**PROVIDED RECORDS**
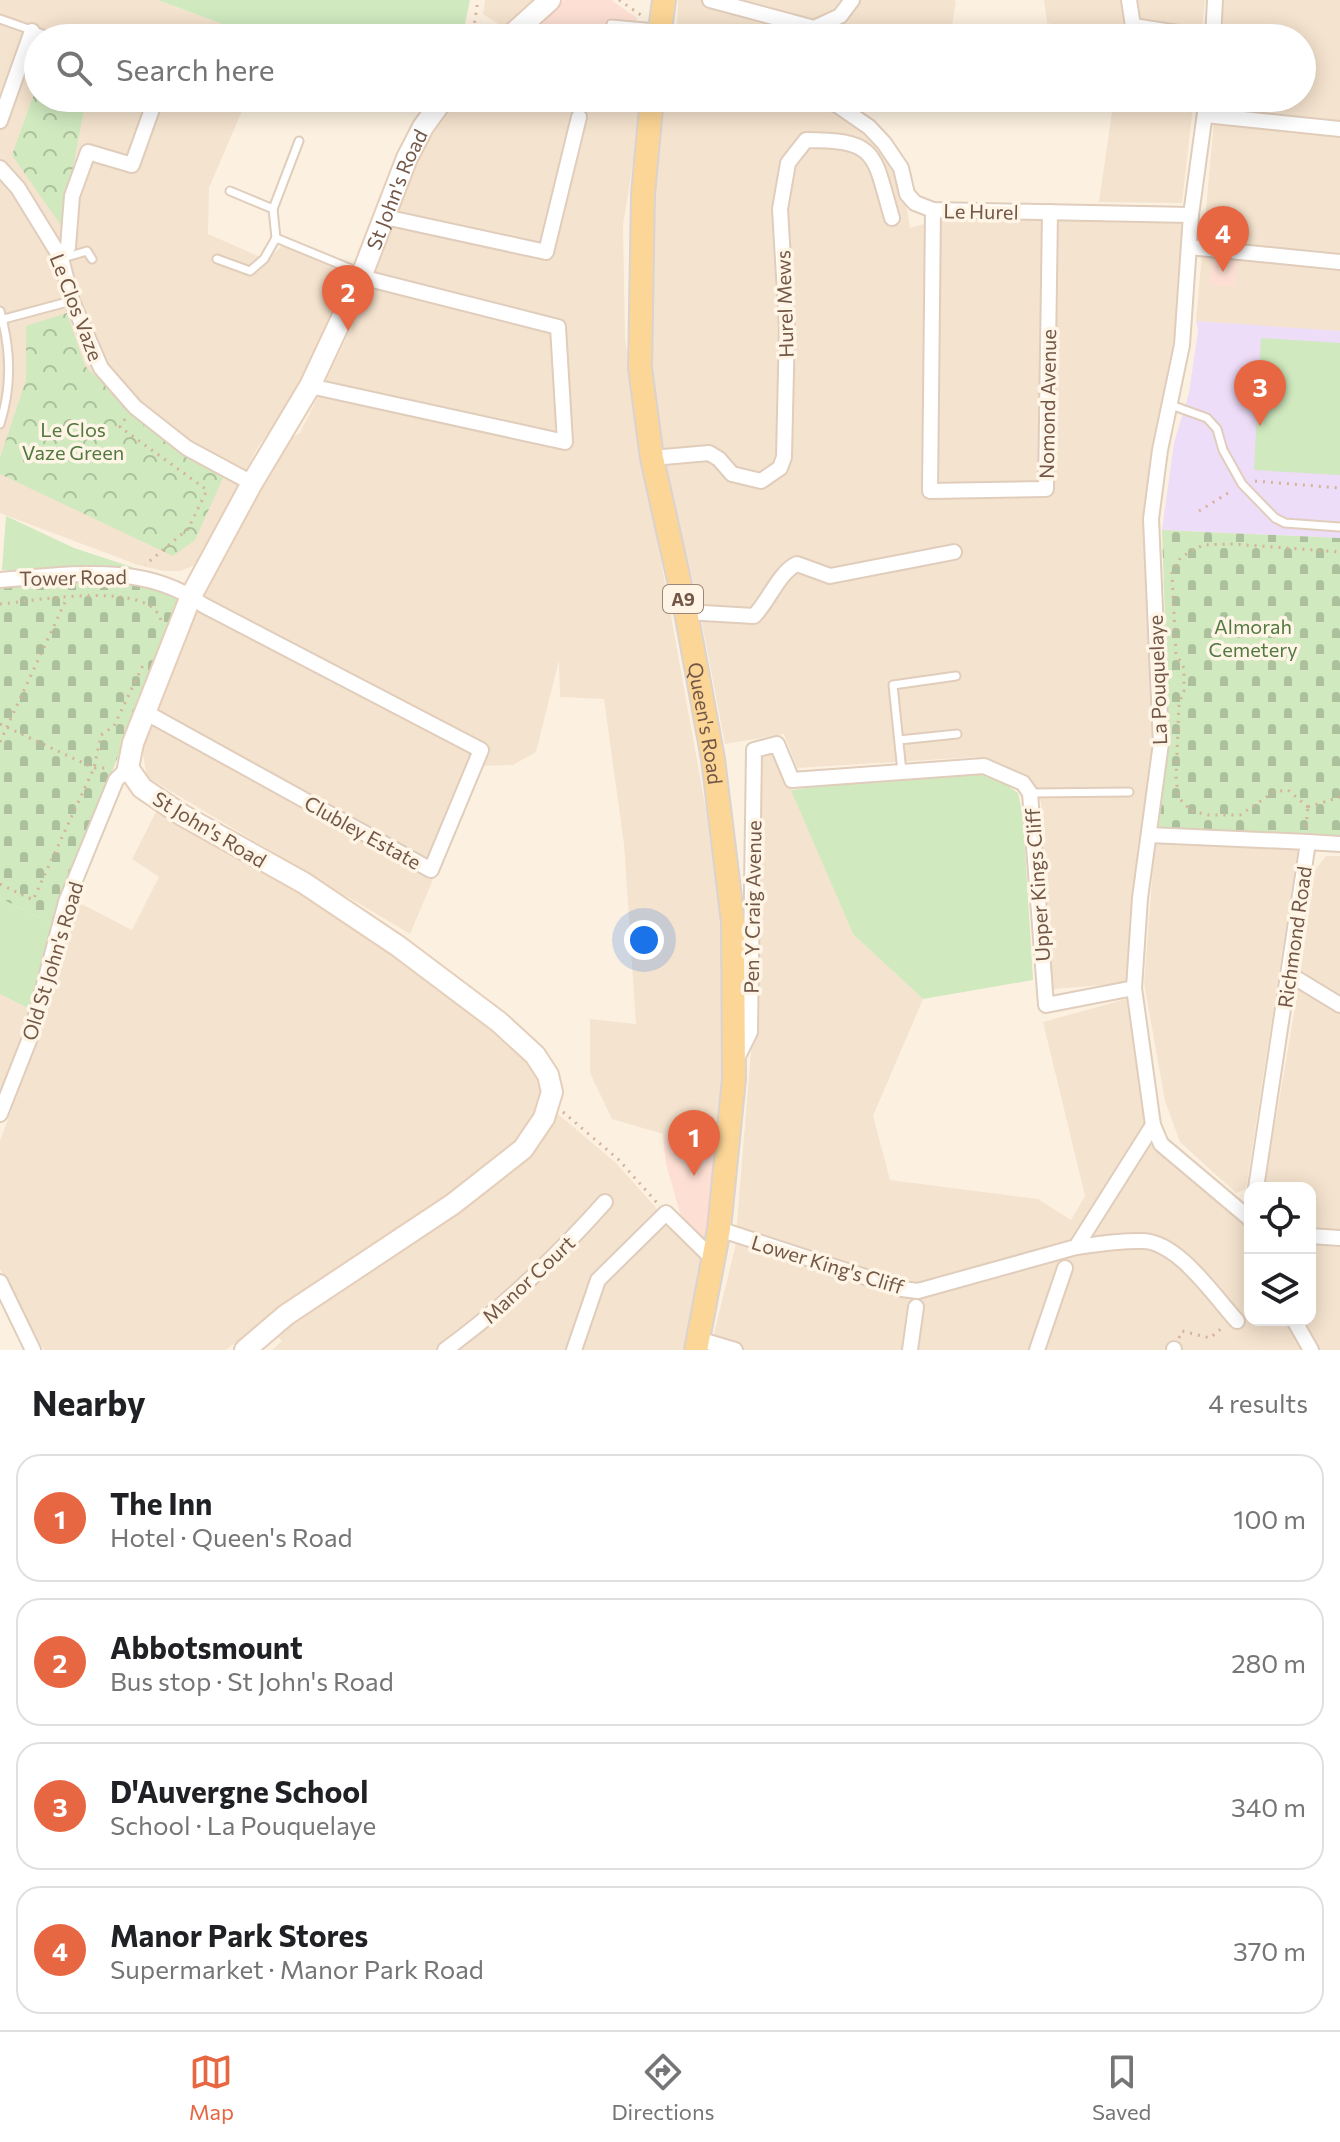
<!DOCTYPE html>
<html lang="en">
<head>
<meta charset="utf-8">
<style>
  :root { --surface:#fff; --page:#f6f6f6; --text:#202124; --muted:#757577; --line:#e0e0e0; --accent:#e86743 }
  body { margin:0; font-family:Commissioner,sans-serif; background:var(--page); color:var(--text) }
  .controls { position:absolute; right:24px; bottom:24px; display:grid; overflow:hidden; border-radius:16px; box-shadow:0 4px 20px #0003 }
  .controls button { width:72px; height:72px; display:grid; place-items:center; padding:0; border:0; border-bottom:2px solid var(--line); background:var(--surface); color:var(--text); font:40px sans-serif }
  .you { position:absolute; left:644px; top:940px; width:28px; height:28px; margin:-20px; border:6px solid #fff; border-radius:50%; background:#1a73e8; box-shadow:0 0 0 12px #1a73e833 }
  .badge { display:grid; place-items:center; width:52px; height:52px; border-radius:50%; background:var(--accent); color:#fff; font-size:26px; font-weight:700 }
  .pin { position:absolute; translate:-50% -66px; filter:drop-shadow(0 2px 4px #0008) }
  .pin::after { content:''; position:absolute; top:42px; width:28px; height:24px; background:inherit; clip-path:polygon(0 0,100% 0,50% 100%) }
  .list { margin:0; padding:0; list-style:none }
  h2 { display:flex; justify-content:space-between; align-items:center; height:104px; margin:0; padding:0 32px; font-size:34px }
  h2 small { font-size:26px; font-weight:400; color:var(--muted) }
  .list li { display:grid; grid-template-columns:52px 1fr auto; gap:24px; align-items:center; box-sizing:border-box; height:128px; margin:0 16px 16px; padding:0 16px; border:2px solid var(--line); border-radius:24px }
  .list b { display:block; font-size:30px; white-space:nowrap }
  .list p { margin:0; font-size:26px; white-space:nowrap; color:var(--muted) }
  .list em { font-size:26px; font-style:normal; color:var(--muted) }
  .icon { flex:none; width:44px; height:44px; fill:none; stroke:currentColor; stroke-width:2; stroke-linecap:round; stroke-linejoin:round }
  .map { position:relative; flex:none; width:1340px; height:1350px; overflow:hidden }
  .search { position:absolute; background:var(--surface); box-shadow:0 4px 20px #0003; left:24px; right:24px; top:24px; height:88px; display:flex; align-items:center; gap:20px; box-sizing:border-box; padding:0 28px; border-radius:44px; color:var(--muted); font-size:30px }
  .sheet { height:680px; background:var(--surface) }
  nav { display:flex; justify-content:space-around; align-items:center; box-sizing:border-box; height:112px; border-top:2px solid var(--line); background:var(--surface); font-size:22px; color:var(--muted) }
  nav a { display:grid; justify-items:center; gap:4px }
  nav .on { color:var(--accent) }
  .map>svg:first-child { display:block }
</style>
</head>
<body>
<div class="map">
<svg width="1340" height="1350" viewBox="0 0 1340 1350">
  <defs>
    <pattern id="cemetery-stones" width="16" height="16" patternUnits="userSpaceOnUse" patternTransform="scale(2)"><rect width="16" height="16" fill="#d0e9bf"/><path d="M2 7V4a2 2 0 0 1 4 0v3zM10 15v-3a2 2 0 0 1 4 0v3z" fill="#adc09d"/></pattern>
    <pattern id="park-crowns" width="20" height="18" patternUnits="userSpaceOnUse" patternTransform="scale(2)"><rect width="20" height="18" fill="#d0e9bf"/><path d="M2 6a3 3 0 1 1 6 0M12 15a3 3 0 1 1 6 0" fill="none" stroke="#adc09d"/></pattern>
  </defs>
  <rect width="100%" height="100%" fill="#fcf1e0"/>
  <g fill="#f4e3ce">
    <polygon points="0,0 158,0 260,38 38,38 38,98 240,98 242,111 209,188 208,234 258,256 259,267 283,245 350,275 343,283 301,386 258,447 195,565 181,571 164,571 138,565 0,513"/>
    <polygon points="485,0 541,0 509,31 483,14"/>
    <polygon points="678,0 953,0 956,1 950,38 689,38 677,30"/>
    <polygon points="1044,0 1205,0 1201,38 1113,38 1047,23"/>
    <polygon points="1224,0 1340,0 1340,333 1196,321 1216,98 1302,98 1302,38 1221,38"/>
    <polygon points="458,98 531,98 642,109 623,225 625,337 639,439 706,810 723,942 722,1078 718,1134 663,1134 612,1119 590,1073 590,1019 636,1024 624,844 604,699 560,697 559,660 536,752 513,765 481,766 410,934 147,777 142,749 201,594 288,439 300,433 343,345 391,231 419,154"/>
    <polygon points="665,98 822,98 851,120 891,164 907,208 910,228 945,218 1114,217 1178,221 1186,228 1176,330 1156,439 1155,740 1129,981 1126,983 1053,989 1048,982 1041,802 1026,778 976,757 797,768 784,734 725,744 697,597 666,473 652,374 649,303 652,215"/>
    <polygon points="1114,98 1194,98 1182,203 1099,202"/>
    <polygon points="775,751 853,934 923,999 873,1116 890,1180 1038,1199 1071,1220 1085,1196 1043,1022 1130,998 1153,1147 1243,1220 1250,1237 1250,1320 1289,1320 1306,1350 710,1350 735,1248 751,1051 759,1032 762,762 763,753"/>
    <polygon points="157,810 179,825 295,888 461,1003 530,1060 544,1086 542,1105 522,1136 447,1199 377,1248 313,1283 226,1350 44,1350 0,1269 0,1141 39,1036 74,900 132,930 159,877 132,859"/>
    <polygon points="1155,842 1298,848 1246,1189 1236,1193 1180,1142 1165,1101 1144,983"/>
    <polygon points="1326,856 1340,856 1340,1350 1320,1350 1302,1320 1310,1320 1310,1188 1264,1188 1296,1002 1315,870"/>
    <polygon points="0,994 32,1010 0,1099"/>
    <polygon points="558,1114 616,1163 658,1210 589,1279 593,1284 570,1350 272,1350 282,1341 276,1335 281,1330 529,1156"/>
    <polygon points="667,1220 704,1256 683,1350 579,1350 600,1289"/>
  </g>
  <g fill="#fddfd3">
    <polygon points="564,0 611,0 637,18 636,38 522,38"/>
    <polygon points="1213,253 1237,255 1235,287 1209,285"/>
    <polygon points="663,1134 718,1134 708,1239 697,1237 684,1227 666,1164"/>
  </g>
  <polygon fill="#eeddf8" points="1196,321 1340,331 1340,538 1162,530 1174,443 1189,393 1198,330"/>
  <g fill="#d0e9bf">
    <polygon points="158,0 470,0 462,38 260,38"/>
    <polygon points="1261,338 1340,343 1340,475 1254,470"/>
    <polygon points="6,516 74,548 132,567 130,572 2,570"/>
    <polygon points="979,774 999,780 1018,793 1023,817 1033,980 923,999 853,934 791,790 858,781"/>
    <polygon points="0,898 52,924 32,1010 0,994"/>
  </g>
  <g fill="url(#cemetery-stones)">
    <polygon points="1162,530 1340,538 1340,838 1163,830 1159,825 1169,738"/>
    <polygon points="95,581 136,583 180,599 52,924 0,898 0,587"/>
  </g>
  <g fill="url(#park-crowns)">
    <polygon points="38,83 38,98 86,98 62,227 12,155"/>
    <polygon points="67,313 85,366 142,421 176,448 223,478 195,540 173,556 0,474 0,458 26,380 26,326"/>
  </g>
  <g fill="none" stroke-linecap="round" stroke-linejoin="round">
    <g stroke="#e0cdbc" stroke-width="11">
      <g id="lane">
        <polyline points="0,19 54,38"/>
        <polyline points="611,24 656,28"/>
        <polyline points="230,191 273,209 276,238"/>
        <polyline points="273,209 299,141"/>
        <polyline points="63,258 87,251 92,259"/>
        <polyline points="217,259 250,271 264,259 276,238 361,273"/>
        <path d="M0,311C11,349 12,387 0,424"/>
        <polyline points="0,320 71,301"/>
        <polyline points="1171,405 1207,418 1217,429 1223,450 1242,484 1275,518 1285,523 1340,527"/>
        <polyline points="899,740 957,734"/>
        <polyline points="902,772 893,685 956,676"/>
        <polyline points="1031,793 1129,792"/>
      </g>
    </g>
    <g stroke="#e0cdbc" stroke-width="18">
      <g id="street">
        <polyline points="710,0 814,28 840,16 852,0"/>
        <polyline points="1129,0 1133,26 1210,38"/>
        <polyline points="1213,38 1215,0"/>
        <polyline points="827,98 869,127 884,143 901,168 907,194 915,203 933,210 1191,215"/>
        <polyline points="1207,98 1191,215 1182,345 1160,450 1151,519 1161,743 1140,898 1134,988 1153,1125 1161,1144 1250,1219"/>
        <polyline points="1205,115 1340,129"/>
        <polyline points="0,121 32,31"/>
        <polyline points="0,168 18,188 61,258 72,301 101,368 135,407 187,448 252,483"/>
        <polyline points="933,210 930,491 1046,489 1050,212"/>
        <polyline points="385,217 546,252 579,117"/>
        <polyline points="1189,247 1340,262"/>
        <polyline points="61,258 68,247 72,196 88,152 132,165 156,98"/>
        <polyline points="310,386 565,442 558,327 361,277"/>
        <path d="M652,458L709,453L719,459L732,474L761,481L780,468L784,457L787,327L780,209L788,163L806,140C879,140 873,154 892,218"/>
        <path d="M0,580C68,575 144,561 203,605L481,750L431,870L145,712"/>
        <path d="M686,612L754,616C769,601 779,572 797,564L830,576L954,552"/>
        <polyline points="1149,835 1308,842 1256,1188"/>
        <polyline points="1308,842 1340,844"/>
        <polyline points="1289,974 1340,1005"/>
        <polyline points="738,1056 750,1032 754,750 777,744 792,780 984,766 1023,783 1030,793 1046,1005 1134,988"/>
        <polyline points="0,1114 30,1038 66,902 116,780 128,768"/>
        <polyline points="719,1229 902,1289 918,1291 1076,1247 1153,1125"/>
        <polyline points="1310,1236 1340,1238"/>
        <path d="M1076,1247C1097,1244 1122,1240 1144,1241C1179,1243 1215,1297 1237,1321"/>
        <polyline points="0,1282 33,1350"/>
        <polyline points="1294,1320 1311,1350"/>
        <polyline points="698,1339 735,1350"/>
        <path d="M445,1350C504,1307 556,1257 605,1202"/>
        <polyline points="574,1350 598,1280 666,1213 714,1260"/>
        <polyline points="910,1350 916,1307"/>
        <polyline points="1037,1350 1065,1268"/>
        <polyline points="1174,1350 1174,1349"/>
      </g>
    </g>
    <g stroke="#e5ceba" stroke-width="24">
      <g id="secondary">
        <polyline points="508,38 550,0"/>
        <path id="s1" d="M245,1350L286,1315L453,1204L523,1149L544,1118L552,1092L548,1075L535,1055L499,1022L398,946L304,883L182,815L142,788L128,768L133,743L191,596L252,483L310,386L361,277L407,158L423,127L444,98"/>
      </g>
    </g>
    <g stroke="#dbd3cf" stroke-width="26">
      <g id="primary">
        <polyline points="659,38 664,0"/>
        <path id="s2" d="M652,98L643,194L640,368L652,458L686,612L713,759L733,922L734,1079L719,1229L696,1350"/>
      </g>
    </g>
    <g stroke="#d6b29b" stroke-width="3" stroke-dasharray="2 6" stroke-linecap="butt">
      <polyline points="619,0 641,15"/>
      <polyline points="478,38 474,26 478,0"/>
      <polyline points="125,419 120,427 207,490 188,529 145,565"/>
      <polyline points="1255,481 1340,488"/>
      <polyline points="1199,511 1233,490"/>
      <path d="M0,604C33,601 152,579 161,621"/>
      <polyline points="0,724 94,768 108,768"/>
      <polyline points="0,742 66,600"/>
      <polyline points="1308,807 1288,790 1274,792 1240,815 1209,815 1191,811 1179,798 1176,779 1179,704 1184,690 1184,668 1176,654 1172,573 1181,557 1203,545 1233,544 1340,552"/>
      <polyline points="1308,807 1340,797"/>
      <polyline points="1306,827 1308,807"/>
      <polyline points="0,884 33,900 94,768 101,735 114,726 145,661"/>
      <polyline points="563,1112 619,1160 658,1204"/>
      <polyline points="1179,1338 1182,1331 1210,1338 1222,1328"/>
    </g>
    <use href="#lane" stroke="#fff" stroke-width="7"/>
    <use href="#street" stroke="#fff" stroke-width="14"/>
    <use href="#secondary" stroke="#fff" stroke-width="20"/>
    <use href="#primary" stroke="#fcd697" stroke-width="22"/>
  </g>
  <g text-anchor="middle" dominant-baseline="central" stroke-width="7" stroke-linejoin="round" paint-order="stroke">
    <rect fill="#fff5e6" stroke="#9d8677" stroke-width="2" x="663" y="585" width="40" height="28" rx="6"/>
    <g font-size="18" font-weight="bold" fill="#735747">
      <text x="683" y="599">A9</text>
    </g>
    <g font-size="20" fill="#735747" stroke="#fff5e6">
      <text stroke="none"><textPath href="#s1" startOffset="1590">St John's Road</textPath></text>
      <text transform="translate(981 211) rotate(1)">Le Hurel</text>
      <text transform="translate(784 304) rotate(-92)">Hurel Mews</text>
      <text transform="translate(77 307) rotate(69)">Le Clos Vaze</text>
      <text transform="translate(1047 404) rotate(-89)">Nomond Avenue</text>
      <text transform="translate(73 577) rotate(-1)">Tower Road</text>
      <text transform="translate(1157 680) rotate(-92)">La Pouquelaye</text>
      <text stroke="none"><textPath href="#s2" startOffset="632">Queen's Road</textPath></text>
      <text transform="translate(210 829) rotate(31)">St John's Road</text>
      <text transform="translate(363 832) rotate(29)">Clubley Estate</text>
      <text transform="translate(1037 885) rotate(-94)">Upper Kings Cliff</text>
      <text transform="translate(752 907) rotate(-89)">Pen Y Craig Avenue</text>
      <text transform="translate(1294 937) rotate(-82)">Richmond Road</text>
      <text transform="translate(52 961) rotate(-73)">Old St John's Road</text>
      <text transform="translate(828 1264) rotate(17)">Lower King's Cliff</text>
      <text transform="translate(528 1279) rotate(-43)">Manor Court</text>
    </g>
    <g font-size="20" fill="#517940" stroke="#fff5e6">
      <text x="73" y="429">Le Clos<tspan x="73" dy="23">Vaze Green</tspan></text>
      <text x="1253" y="626">Almorah<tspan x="1253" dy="23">Cemetery</tspan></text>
    </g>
  </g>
</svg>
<div class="controls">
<button><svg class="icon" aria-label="locate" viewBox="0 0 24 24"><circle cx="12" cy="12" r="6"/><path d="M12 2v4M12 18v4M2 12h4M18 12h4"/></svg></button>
<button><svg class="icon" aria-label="layers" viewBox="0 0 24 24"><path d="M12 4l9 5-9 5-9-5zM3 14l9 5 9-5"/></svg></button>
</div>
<div class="you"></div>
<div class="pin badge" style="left:694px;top:1176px">1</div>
<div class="pin badge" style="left:348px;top:331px">2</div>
<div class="pin badge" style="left:1260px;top:426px">3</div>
<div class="pin badge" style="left:1223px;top:272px">4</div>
<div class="search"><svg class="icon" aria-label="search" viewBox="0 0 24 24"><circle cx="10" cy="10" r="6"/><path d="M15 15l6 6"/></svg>Search here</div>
</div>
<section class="sheet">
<h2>Nearby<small>4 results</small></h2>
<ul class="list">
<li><span class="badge">1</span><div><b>The Inn</b><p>Hotel · Queen's Road</p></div><em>100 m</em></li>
<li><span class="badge">2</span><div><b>Abbotsmount</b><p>Bus stop · St John's Road</p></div><em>280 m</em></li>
<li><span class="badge">3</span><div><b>D'Auvergne School</b><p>School · La Pouquelaye</p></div><em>340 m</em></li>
<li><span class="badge">4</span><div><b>Manor Park Stores</b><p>Supermarket · Manor Park Road</p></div><em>370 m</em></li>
</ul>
</section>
<nav>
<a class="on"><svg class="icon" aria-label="map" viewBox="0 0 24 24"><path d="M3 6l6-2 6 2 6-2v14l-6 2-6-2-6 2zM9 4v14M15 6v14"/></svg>Map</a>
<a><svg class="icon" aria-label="directions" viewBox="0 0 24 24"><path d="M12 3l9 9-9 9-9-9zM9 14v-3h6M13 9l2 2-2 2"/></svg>Directions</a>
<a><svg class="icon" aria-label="saved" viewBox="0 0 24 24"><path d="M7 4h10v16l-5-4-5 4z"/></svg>Saved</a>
</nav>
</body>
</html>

**WORK INSTRUCTIONS**
Which lines in the data above hold the string "body"? Return each of them.

**RESULT BELOW**
  body { margin:0; font-family:Commissioner,sans-serif; background:var(--page); color:var(--text) }
<body>
</body>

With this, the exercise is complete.